I’m pretty sure I wrote about something like this not too long ago.
And I’m also pretty sure this same exact scenario played out against the Minnesota Timberwolves a couple of games ago.
In case you’re wondering what I’m talking about, it happened again — “it” being the Golden State Warriors losing another game due to completely losing the plot in terms of offensive process in the closing stages of the fourth quarter.
This Jordan Poole stepback three at the 5:48 mark of the fourth quarter against the Portland Trail Blazers would turn out to be the last bucket the Warriors would score in a long while:
It would be one of 21 three-point makes out of 49 attempts (42.9%) the Warriors had against the Blazers. On paper, one would think it’s a game-winning recipe — which is why stats and box-score watching doesn’t tell the full story of how a game ended the way it did.

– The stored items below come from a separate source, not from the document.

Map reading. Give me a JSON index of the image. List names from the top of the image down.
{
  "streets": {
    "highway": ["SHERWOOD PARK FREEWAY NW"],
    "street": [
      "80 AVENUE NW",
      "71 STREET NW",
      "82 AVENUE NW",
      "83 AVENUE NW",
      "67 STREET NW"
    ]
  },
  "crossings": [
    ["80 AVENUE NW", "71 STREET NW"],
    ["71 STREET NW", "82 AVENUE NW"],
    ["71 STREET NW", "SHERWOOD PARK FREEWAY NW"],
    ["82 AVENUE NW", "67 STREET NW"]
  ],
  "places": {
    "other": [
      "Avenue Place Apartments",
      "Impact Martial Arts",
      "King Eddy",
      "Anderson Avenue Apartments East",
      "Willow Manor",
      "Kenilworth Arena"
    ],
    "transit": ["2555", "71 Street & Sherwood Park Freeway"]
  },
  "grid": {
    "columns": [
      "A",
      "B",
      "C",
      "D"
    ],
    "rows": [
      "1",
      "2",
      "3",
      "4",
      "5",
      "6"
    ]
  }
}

In the last 5:48 of the game after the Poole three above, the Warriors would end up making only two threes out of nine attempts — which proves that it’s also a matter of temporality and situational context, two concepts that don’t readily show up on any stat sheet or box score.
To demonstrate, here’s the subsequent offensive possession after the Poole three. The Warriors run a double-ballscreen set that flows into their classic split action. The Blazers offer up a Damian Lillard switch onto Andrew Wiggins, who has the mismatch. Anfernee Simons shows early help — albeit undersized help — behind Lillard.

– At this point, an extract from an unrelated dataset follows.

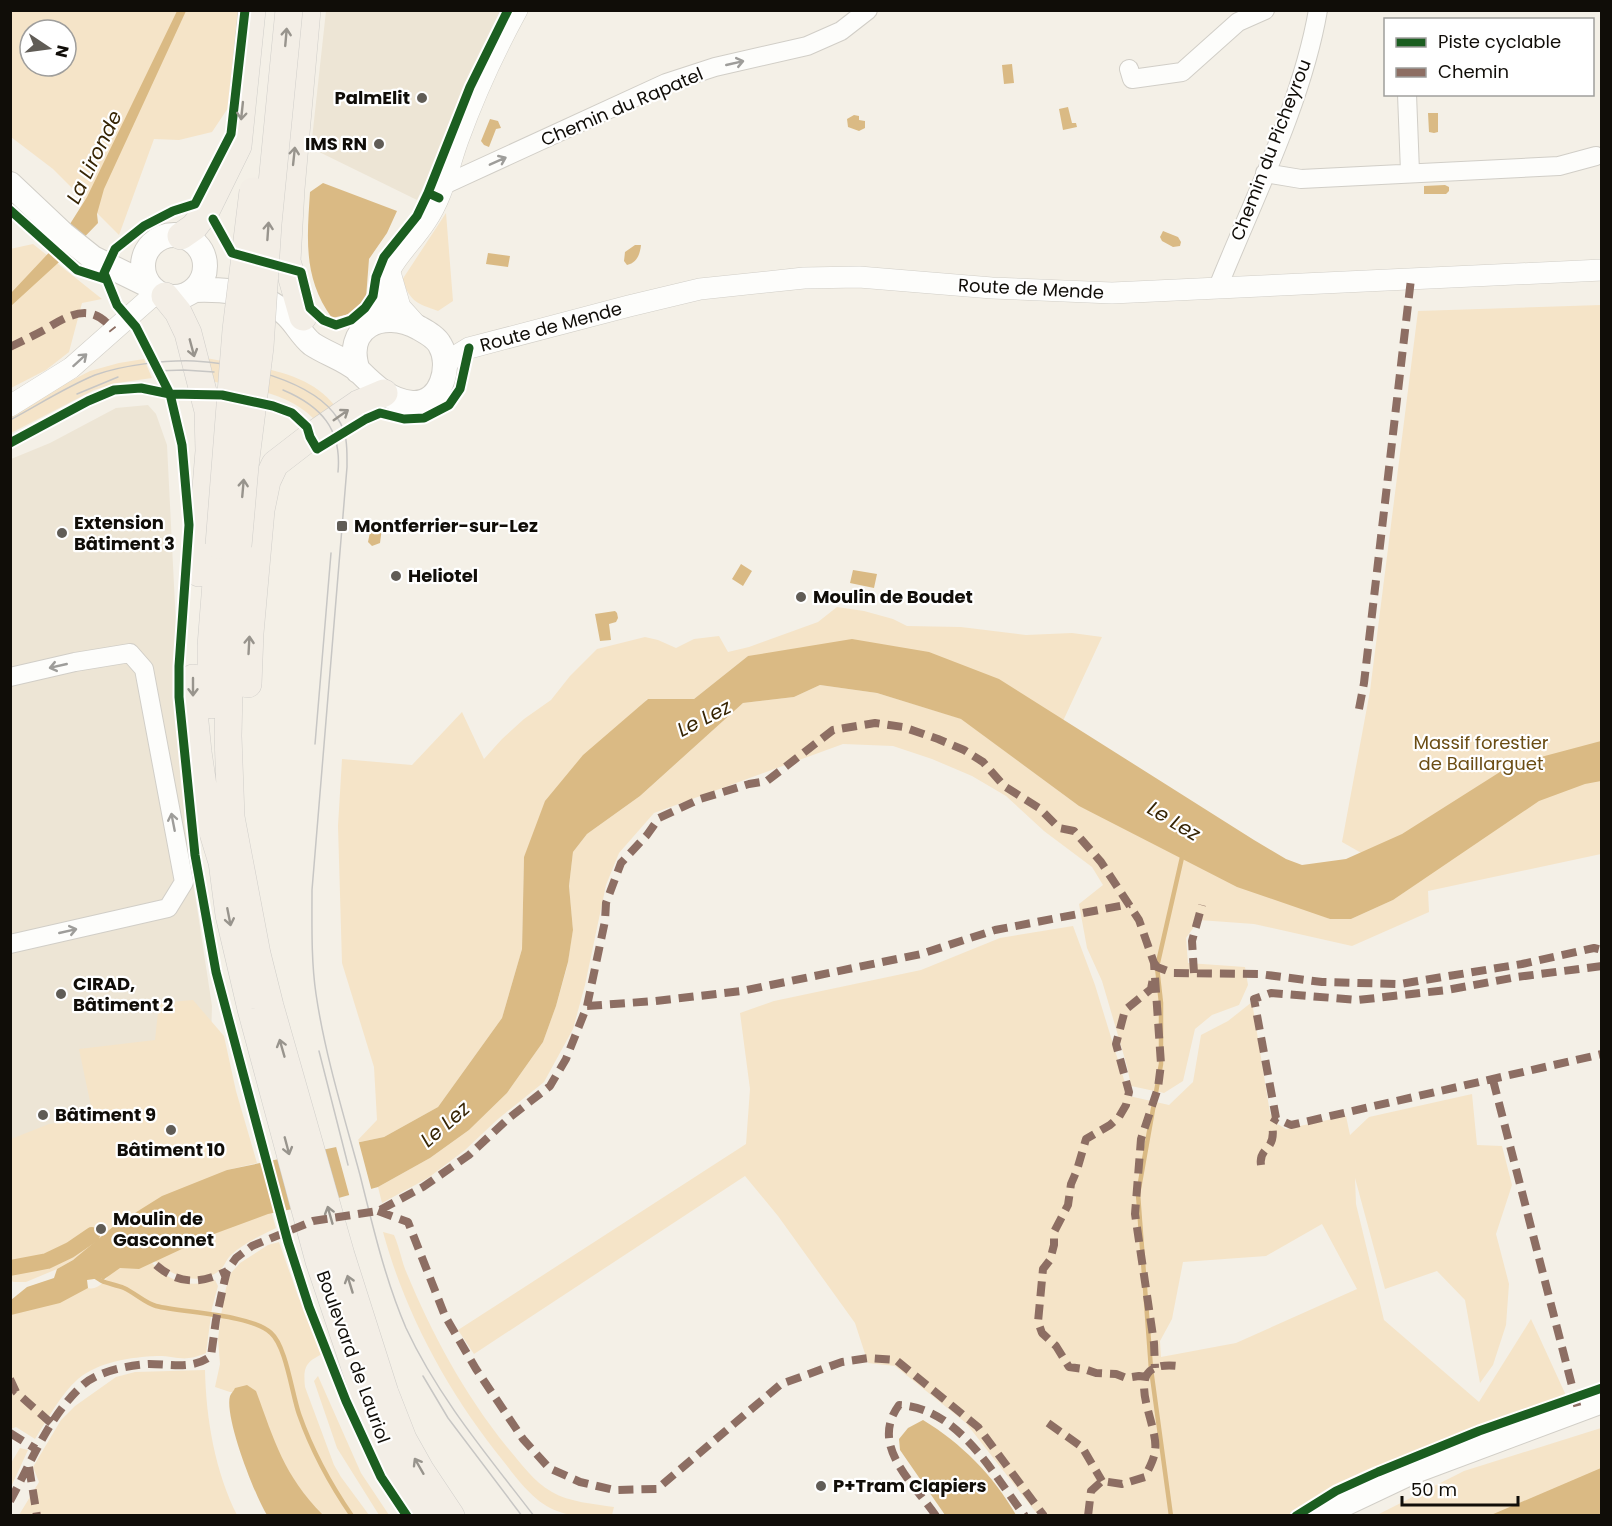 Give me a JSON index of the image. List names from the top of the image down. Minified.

Wiggins has all the physical advantages and tools to overpower Lillard in the post. But watch what happens instead:
Wiggins passes out of the matchup and a contested Poole three bricks. To make matters worse, the Blazers go to the lowest-hanging fruit on the other end: a Trendon Watford (6’9”) post-up against Ty Jerome (6’5”). The contrasts in mindset — that of the Warriors hunting for threes instead of hunting the mismatch and the Blazers hunting the mismatch — is striking.

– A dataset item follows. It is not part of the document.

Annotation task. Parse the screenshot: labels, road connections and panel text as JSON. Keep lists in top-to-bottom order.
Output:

Entering their game against the Blazers, the Warriors had the highest three-point attempt rate in the league: 44.7% of their shot attempts this season have been taken from beyond the arc. Their desire to shoot as many threes as possible is understandable given how they possess two of the greatest shooters of all time in Steph Curry and Klay Thompson — and they certainly have the means of getting them plenty of efficient looks, while also leveraging the threat of their shooting to open up backdoor cuts and layups.
Whenever the Warriors manage to establish the threat of their three-point shooting, possessions like this one have been more common:
But NBA teams do adjust to situations such as the one above: a Thompson exit screen that draws two defenders, leaving Draymond Green free to roll for a layup. The Blazers zeroed in on their tendency to jump out on exit screens. They were sharper with their communication, switched every off-ball action, and virtually shut off the water on the Warriors offense.
Whenever the typical offense bogs down, it usually signals a need to return to the basics and hunt for the lowest-hanging fruit on the opposing team. In this instance, it was the Blazers’ lack of rim protection and tendency to bleed points in the paint (51.8 points allowed in the paint per game, 22nd).
If the Blazers offer a mismatch, it should behoove the Warriors to take them all the way to the rim and score a layup, draw a foul, or even both. Possessions like this one shouldn’t be overthought:
Green has what it takes to overpower Lillard but passes out of the matchup to Poole in the dunker spot, resulting in a missed alley-oop. Again, in what is another study of contrasts, the Blazers respond with Jerami Grant being aggressive and going all the way to the rim for an and-one.
The Warriors’ tendency to hunt for the three-point shot has come at the expense of putting massive amounts of pressure at the rim. They possess the lowest rim-attempt rate in the league; only 25.6% of their shot attempts have come from within four feet of the rim, per Cleaning the Glass. That’s nearly eight percentage points below league average.
It’s quite baffling to see them overly hunt for threes, especially in situations where a layup is already there for the taking:
If a three could be generated from a well-thought-out and scripted sideline out-of-bounds (SLOB) set, that would be the ideal. Steve Kerr draws up a three for Donte DiVincenzo using a swirling mishmash of screens, decoys, and constant movement:
But again, off of a forced turnover due to full-court pressure and an opportunity to cut the lead to two, the Warriors opt for another three instead of a layup — which again, increases the possibility of a bucket, a foul, or both:
The subpar decision making, mediocre shot selection, and a refusal to hit for contact in favor of swinging for the fences has been a concerning pattern. The Warriors currently possess the fifth-worst offense in clutch period this season — they score a paltry 99.3 points per 100 possessions with the score differential less than or equal to five points with under five minutes left in the fourth quarter.
It’s hard to say if it’s a problem that’s highly fixable, or a systemic issue that needs more than just a couple of adjustments to fix. The Warriors may be too entrenched within their mindset of hunting for threes to fix a shot diet that has become detrimentally lopsided.
If Kerr is to be believed, the team will be addressed about this problem. The hope is that things aren’t too late for them to fix their endgame-offense woes.